** Instructions for the task **
Restate all of the following data exactly, keeping any images out of the copy.

(Source data begins)

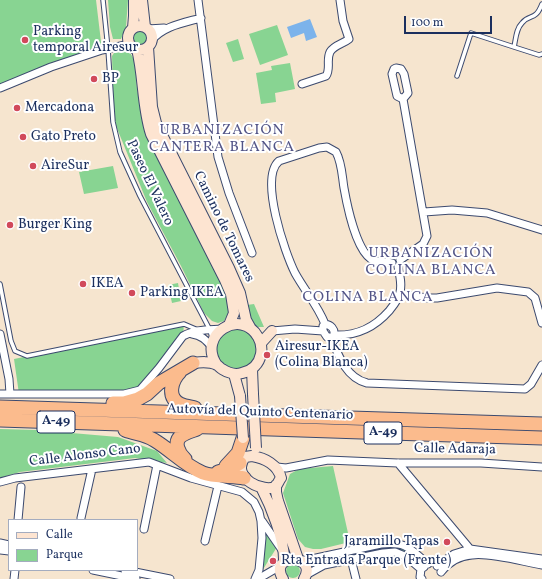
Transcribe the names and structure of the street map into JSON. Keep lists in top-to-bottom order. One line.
{"streets":{"highway":["Autovía del Quinto Centenario","A-49"],"street":["Camino de Tomares","Calle Adaraja","Calle Alonso Cano"],"lane":["Paseo El Valero"]},"crossings":[["Paseo El Valero","Camino de Tomares"]],"districts":["URBANIZACIÓN CANTERA BLANCA","URBANIZACIÓN COLINA BLANCA","COLINA BLANCA"],"places":["Parking temporal Airesur","BP","Mercadona","Gato Preto","AireSur","Burger King","IKEA","Parking IKEA","Airesur-IKEA (Colina Blanca)","Jaramillo Tapas","Rta Entrada Parque (Frente)"],"legend":["Calle","Parque"],"scale_bar":"100 m"}
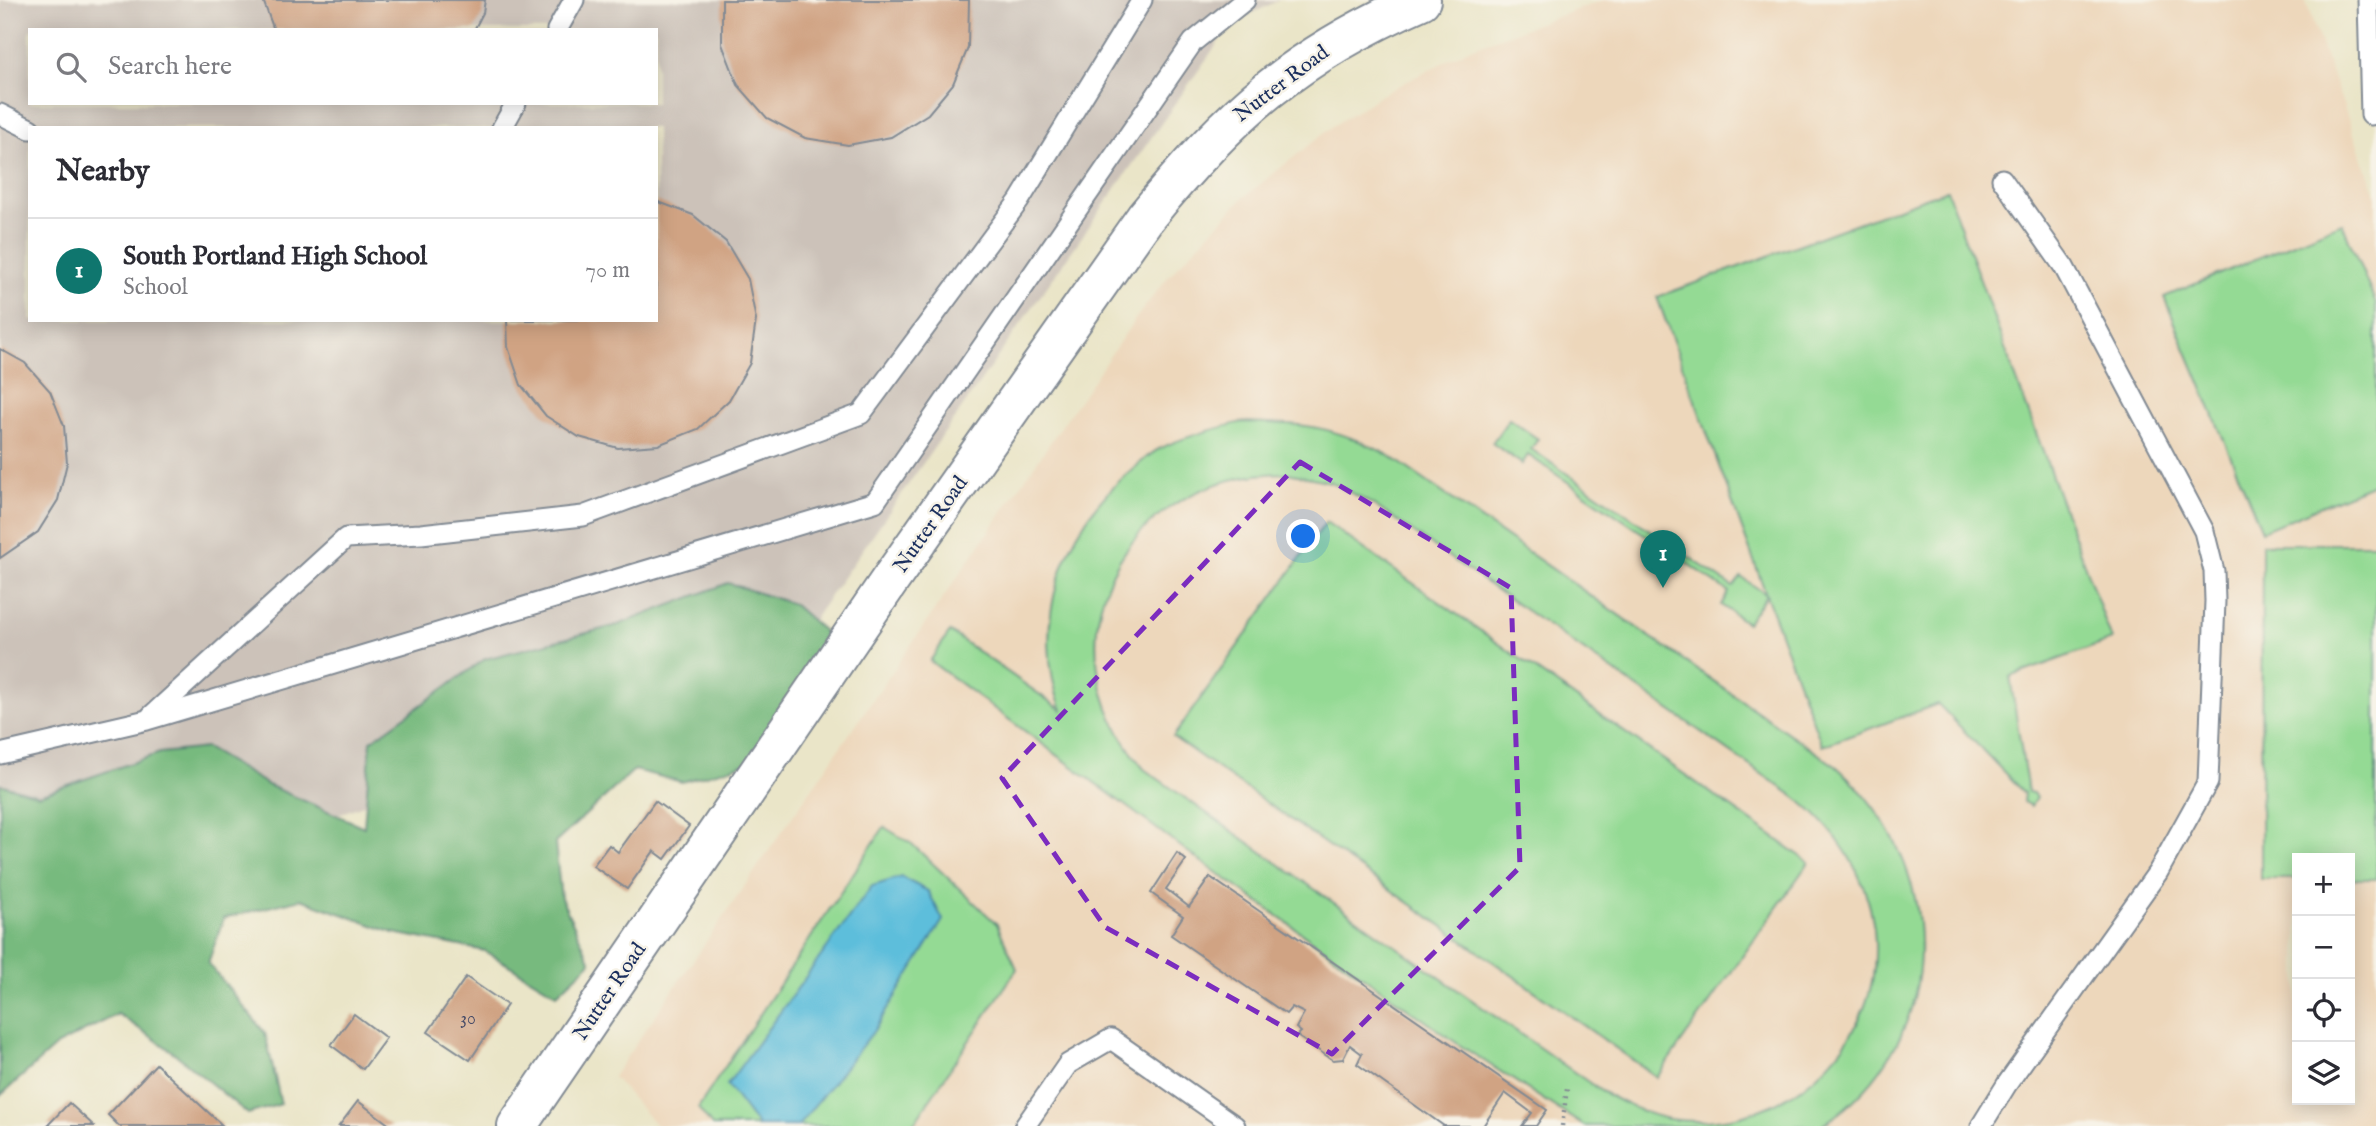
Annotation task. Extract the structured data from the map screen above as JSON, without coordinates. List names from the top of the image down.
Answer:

(Source data ends)

** Answer box **
Transcribe the names and structure of the street map into JSON. Keep lists in top-to-bottom order. One line.
{"streets":{"highway":["Autovía del Quinto Centenario","A-49"],"street":["Camino de Tomares","Calle Adaraja","Calle Alonso Cano"],"lane":["Paseo El Valero"]},"crossings":[["Paseo El Valero","Camino de Tomares"]],"districts":["URBANIZACIÓN CANTERA BLANCA","URBANIZACIÓN COLINA BLANCA","COLINA BLANCA"],"places":["Parking temporal Airesur","BP","Mercadona","Gato Preto","AireSur","Burger King","IKEA","Parking IKEA","Airesur-IKEA (Colina Blanca)","Jaramillo Tapas","Rta Entrada Parque (Frente)"],"legend":["Calle","Parque"],"scale_bar":"100 m"}
Annotation task. Extract the structured data from the map screen above as JSON, without coordinates. List names from the top of the image down.
Answer:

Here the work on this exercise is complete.